Sebagaimana layaknya jenis usaha lainnya, maka UMKM pun tak luput dari pajak. Namun Anda juga tidak perlu cemas. Sebab saat ini pemerintah melalui PP No. 23 Thn 2018 mengenai Pajak Penghasilan menurunkan Pajak Penghasilan (PPh) final dari semula sebesar 1% menjadi 0.5%. 

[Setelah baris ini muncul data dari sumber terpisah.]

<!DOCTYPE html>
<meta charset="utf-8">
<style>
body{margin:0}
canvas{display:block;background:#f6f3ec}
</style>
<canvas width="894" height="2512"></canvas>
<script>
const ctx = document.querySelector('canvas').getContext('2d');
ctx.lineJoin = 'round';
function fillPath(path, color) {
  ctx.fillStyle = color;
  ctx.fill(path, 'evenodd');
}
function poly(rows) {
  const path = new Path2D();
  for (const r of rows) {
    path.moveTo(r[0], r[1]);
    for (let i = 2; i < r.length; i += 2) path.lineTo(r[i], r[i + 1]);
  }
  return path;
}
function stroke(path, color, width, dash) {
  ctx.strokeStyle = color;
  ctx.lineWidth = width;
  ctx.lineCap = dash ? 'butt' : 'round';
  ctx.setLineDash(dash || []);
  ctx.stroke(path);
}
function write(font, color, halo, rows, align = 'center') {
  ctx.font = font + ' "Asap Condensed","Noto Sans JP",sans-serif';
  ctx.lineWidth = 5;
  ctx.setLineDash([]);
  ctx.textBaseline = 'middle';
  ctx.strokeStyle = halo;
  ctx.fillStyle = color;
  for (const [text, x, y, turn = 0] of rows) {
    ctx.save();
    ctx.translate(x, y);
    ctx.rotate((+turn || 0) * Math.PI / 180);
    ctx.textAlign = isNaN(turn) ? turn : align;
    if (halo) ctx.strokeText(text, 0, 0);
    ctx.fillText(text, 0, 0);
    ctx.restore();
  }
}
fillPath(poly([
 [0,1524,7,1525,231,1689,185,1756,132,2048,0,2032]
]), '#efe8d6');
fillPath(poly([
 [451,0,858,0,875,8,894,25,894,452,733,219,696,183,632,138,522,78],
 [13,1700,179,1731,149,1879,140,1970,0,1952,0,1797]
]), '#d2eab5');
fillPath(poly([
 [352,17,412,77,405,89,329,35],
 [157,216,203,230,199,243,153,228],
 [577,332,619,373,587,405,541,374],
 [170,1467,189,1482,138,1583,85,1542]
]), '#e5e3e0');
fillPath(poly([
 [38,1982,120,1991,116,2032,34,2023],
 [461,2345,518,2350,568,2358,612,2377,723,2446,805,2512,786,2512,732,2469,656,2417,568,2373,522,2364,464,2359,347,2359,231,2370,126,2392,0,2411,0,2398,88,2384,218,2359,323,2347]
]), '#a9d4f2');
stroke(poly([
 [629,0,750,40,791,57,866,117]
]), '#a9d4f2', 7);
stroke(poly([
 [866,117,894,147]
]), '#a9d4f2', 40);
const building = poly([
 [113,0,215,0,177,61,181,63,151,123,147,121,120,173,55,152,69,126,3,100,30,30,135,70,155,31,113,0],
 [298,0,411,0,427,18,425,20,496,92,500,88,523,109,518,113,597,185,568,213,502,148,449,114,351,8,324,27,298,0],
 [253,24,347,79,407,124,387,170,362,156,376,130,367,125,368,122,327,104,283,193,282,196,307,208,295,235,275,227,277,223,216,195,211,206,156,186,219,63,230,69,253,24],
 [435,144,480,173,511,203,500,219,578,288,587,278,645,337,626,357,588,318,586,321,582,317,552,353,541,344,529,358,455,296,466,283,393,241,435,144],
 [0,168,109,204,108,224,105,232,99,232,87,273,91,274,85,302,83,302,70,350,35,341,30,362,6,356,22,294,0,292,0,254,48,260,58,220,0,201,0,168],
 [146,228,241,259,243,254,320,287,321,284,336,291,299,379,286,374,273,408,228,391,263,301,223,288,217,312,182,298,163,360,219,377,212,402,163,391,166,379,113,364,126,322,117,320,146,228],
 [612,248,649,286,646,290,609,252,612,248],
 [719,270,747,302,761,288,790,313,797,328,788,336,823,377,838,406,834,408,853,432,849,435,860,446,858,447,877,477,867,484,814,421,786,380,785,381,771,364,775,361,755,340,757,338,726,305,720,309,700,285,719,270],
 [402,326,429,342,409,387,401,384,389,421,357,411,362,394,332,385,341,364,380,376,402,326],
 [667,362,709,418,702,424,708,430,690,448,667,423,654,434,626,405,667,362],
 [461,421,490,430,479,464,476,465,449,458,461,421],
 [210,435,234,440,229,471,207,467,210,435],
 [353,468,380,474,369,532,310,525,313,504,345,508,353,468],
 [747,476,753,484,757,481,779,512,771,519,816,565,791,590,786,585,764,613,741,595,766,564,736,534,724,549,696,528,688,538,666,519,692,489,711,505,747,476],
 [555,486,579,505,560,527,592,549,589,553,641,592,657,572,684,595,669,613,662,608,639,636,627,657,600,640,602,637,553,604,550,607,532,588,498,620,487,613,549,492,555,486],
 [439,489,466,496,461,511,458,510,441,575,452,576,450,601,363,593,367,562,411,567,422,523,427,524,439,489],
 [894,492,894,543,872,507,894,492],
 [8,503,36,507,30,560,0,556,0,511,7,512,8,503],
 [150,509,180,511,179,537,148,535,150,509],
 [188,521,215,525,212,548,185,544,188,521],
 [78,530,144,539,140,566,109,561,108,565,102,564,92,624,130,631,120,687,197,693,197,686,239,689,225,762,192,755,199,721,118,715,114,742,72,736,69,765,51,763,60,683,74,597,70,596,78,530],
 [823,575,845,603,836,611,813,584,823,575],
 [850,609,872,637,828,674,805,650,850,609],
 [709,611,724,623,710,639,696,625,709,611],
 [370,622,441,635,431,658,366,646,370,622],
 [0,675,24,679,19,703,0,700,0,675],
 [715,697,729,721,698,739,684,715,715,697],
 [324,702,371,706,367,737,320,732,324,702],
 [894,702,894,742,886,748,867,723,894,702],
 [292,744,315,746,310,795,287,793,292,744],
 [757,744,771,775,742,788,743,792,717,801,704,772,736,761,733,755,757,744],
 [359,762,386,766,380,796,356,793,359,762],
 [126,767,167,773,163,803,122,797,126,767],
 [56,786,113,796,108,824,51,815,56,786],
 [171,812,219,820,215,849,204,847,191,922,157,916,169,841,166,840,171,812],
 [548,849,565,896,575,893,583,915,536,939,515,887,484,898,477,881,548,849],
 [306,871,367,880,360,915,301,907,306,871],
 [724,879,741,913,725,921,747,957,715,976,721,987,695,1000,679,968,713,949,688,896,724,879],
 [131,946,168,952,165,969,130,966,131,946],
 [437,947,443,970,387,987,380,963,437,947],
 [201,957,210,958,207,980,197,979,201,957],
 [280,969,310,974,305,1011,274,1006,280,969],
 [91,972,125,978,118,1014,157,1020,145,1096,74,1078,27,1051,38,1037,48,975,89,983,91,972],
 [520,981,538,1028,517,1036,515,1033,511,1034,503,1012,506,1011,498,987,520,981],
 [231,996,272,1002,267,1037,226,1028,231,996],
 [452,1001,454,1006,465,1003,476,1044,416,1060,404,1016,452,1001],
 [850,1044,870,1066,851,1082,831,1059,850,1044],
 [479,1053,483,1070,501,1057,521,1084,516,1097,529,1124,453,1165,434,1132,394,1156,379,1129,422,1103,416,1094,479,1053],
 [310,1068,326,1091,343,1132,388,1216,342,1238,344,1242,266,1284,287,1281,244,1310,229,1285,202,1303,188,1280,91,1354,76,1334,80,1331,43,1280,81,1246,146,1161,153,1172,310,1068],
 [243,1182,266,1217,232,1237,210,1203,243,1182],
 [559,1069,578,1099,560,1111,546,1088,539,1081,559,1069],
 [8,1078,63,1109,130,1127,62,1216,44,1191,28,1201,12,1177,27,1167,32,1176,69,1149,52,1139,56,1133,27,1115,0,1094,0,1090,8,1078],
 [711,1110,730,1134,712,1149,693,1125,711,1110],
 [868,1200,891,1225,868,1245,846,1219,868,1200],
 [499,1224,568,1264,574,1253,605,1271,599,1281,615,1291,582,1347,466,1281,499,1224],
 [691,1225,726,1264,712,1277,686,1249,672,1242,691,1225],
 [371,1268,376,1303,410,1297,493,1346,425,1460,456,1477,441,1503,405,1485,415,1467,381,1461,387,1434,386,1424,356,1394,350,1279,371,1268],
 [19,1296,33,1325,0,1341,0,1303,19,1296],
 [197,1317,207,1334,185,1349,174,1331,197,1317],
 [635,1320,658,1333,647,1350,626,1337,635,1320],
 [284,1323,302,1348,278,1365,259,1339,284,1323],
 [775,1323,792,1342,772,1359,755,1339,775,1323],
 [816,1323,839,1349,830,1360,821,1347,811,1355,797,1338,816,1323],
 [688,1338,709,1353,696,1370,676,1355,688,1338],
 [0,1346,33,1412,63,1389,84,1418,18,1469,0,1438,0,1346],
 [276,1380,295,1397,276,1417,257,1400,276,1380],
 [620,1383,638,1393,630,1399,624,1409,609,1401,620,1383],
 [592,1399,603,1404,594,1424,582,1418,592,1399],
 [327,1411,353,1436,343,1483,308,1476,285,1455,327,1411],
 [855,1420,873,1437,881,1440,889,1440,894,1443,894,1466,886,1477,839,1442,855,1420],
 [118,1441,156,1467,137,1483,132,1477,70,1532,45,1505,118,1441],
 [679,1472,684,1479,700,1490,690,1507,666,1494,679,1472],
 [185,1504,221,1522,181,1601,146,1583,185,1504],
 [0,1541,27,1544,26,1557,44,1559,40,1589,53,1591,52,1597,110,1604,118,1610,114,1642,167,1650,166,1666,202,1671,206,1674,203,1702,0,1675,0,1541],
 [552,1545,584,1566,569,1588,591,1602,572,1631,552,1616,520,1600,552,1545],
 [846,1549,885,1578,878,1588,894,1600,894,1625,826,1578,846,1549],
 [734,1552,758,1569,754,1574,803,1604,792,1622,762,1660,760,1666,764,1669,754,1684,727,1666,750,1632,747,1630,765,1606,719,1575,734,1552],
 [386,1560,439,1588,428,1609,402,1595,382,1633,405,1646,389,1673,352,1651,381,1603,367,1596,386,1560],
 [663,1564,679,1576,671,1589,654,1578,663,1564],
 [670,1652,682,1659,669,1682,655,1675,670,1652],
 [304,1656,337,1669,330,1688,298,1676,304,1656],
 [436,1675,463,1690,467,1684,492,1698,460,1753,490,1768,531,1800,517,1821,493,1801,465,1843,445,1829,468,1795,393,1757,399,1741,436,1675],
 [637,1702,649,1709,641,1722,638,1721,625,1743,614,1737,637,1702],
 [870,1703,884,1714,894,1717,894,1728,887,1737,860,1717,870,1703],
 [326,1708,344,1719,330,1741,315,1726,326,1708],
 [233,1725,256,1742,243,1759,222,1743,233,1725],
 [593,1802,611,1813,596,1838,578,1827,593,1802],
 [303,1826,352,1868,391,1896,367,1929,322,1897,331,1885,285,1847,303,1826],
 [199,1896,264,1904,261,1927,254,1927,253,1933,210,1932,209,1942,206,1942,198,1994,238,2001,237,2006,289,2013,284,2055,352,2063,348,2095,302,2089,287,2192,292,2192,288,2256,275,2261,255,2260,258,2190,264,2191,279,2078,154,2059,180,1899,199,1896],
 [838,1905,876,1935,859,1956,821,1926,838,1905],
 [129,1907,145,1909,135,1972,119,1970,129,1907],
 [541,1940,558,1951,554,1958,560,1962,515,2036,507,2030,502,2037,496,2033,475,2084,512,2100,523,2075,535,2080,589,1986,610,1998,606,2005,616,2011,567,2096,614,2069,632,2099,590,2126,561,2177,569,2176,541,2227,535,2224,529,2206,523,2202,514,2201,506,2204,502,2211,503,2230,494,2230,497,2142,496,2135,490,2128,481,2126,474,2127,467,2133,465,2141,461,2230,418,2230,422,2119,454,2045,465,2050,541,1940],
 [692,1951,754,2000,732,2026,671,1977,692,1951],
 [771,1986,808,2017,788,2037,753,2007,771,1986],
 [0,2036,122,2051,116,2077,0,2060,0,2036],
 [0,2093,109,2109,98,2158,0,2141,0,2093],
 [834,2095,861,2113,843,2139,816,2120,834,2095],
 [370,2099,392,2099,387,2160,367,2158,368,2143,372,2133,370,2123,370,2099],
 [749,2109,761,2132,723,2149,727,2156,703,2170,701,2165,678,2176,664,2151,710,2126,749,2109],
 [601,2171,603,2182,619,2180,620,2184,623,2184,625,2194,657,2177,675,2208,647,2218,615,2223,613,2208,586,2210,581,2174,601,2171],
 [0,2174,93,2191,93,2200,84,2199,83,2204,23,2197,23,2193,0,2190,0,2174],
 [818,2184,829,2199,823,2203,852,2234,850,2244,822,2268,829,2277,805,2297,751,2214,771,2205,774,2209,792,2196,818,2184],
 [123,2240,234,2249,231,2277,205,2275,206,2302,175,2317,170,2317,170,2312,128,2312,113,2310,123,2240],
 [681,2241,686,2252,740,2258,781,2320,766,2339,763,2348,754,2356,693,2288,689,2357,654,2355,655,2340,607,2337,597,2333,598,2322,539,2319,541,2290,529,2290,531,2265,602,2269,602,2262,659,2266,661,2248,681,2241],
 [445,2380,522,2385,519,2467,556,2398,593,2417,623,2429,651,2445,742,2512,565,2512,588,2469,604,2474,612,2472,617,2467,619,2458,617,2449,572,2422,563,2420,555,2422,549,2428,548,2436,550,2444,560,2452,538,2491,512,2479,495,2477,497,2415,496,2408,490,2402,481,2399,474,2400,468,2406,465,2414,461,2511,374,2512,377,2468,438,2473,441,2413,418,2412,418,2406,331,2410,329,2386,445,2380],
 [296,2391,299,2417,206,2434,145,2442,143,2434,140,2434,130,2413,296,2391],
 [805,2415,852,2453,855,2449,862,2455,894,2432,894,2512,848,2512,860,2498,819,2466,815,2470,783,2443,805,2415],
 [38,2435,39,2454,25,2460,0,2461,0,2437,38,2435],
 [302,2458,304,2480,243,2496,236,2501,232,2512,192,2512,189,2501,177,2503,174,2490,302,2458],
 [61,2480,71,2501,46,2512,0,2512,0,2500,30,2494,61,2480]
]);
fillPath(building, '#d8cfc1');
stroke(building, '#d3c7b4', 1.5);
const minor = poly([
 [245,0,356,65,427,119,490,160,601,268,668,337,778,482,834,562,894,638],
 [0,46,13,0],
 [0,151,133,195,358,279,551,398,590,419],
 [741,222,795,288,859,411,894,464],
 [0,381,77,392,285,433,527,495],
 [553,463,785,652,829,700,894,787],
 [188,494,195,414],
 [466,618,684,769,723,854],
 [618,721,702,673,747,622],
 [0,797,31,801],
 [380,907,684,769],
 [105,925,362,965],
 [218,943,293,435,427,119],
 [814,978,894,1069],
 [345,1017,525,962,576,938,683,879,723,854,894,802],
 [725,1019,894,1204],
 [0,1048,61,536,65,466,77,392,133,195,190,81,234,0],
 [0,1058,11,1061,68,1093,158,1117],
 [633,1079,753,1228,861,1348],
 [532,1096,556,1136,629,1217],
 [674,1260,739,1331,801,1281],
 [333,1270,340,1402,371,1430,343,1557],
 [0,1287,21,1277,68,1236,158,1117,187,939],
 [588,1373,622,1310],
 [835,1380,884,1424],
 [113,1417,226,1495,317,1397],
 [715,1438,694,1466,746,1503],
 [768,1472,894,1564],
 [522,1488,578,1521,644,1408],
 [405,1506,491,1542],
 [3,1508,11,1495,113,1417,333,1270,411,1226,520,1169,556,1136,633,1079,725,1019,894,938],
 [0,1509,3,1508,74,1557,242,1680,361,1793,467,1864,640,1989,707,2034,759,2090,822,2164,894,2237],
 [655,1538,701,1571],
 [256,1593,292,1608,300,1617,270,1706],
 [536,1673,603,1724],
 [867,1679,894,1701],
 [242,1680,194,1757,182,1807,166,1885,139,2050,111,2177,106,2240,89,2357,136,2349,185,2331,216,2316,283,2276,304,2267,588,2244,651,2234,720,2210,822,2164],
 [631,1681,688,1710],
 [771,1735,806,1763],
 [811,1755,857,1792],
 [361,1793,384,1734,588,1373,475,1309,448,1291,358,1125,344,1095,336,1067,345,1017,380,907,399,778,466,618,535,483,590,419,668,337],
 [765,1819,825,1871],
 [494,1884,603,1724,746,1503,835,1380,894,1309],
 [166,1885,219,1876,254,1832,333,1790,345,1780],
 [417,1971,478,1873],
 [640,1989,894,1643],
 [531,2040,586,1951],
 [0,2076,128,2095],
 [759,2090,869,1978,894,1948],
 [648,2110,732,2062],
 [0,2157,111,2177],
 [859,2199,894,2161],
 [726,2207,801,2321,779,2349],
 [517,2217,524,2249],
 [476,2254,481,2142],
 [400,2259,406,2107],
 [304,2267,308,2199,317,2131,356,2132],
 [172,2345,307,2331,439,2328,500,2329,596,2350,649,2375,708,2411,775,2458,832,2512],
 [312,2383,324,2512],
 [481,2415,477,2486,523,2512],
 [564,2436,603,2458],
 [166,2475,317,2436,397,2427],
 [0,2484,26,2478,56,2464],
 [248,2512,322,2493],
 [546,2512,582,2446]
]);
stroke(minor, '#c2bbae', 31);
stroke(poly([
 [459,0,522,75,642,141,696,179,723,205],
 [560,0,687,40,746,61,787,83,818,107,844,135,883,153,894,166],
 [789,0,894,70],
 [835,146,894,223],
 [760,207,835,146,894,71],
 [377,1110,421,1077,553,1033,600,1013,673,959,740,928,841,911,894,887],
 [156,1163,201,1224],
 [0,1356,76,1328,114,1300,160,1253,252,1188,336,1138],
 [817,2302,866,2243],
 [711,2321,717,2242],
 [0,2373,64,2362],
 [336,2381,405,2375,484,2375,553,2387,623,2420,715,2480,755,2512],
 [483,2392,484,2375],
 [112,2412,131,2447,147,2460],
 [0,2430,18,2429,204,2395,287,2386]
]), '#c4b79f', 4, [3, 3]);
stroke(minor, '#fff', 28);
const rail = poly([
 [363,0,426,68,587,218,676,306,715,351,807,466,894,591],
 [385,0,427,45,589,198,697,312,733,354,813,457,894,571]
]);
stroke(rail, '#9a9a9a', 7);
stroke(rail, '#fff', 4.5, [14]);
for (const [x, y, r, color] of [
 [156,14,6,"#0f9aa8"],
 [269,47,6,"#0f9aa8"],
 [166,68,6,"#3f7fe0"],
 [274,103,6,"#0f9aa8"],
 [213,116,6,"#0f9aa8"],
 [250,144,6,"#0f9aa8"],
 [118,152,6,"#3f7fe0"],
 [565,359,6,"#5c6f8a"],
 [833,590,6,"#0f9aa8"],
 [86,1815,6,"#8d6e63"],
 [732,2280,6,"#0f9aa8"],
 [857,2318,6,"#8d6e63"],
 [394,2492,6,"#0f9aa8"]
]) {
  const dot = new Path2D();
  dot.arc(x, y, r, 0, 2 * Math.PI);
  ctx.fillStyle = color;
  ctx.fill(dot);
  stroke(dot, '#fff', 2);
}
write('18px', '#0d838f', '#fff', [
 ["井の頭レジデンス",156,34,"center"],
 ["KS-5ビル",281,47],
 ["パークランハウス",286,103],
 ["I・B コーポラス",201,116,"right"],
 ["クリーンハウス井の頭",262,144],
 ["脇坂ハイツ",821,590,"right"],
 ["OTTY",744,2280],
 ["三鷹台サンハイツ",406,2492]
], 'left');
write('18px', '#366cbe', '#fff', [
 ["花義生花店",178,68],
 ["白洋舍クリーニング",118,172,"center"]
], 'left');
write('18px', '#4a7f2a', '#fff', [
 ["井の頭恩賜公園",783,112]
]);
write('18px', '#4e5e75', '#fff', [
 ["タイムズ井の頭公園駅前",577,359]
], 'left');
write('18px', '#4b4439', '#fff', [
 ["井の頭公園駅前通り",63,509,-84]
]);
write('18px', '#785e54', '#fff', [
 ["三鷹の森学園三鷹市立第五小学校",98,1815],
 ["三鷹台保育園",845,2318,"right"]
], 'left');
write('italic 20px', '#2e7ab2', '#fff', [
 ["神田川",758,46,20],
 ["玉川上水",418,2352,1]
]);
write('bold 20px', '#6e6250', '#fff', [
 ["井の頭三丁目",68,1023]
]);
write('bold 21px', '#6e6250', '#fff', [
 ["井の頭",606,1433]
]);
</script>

Dengan catatan aturan ini berlaku bagi usaha dengan omset maksimal 4,8 milyar rupiah dalam setahun. Bagaimana cara menghitungnya? Sangat mudah! Cukup kalikan jumlah omset satu bulan dengan 0.5%.  Mari lihat contoh ini:

Pak Amir memiliki bisnis kerajinan kerang laut dengan omset sebulan mencapai RP10 juta rupiah dalam satu bulan. Maka perhitungan pajaknya adalah: 

Rp10.000.000 X 0.5% = Rp50.000. 

Sangat mudah bukan? 

 

Itulah pembahasan mengenai UMKM merupakan salah satu penopang ekonomi bangsa. Apabila Anda pelaku UMKM, Anda telah berjasa membuka lapangan pekerjaan dan bergerak secara mandiri. Namun apabila Anda memerlukan bantuan UMKM, Anda bisa mengajukan permohonan bantuan ke pemerintah. Anda ajukan syarat yang diperlukan ke Dinas Koperasi UKM sesuai domisili.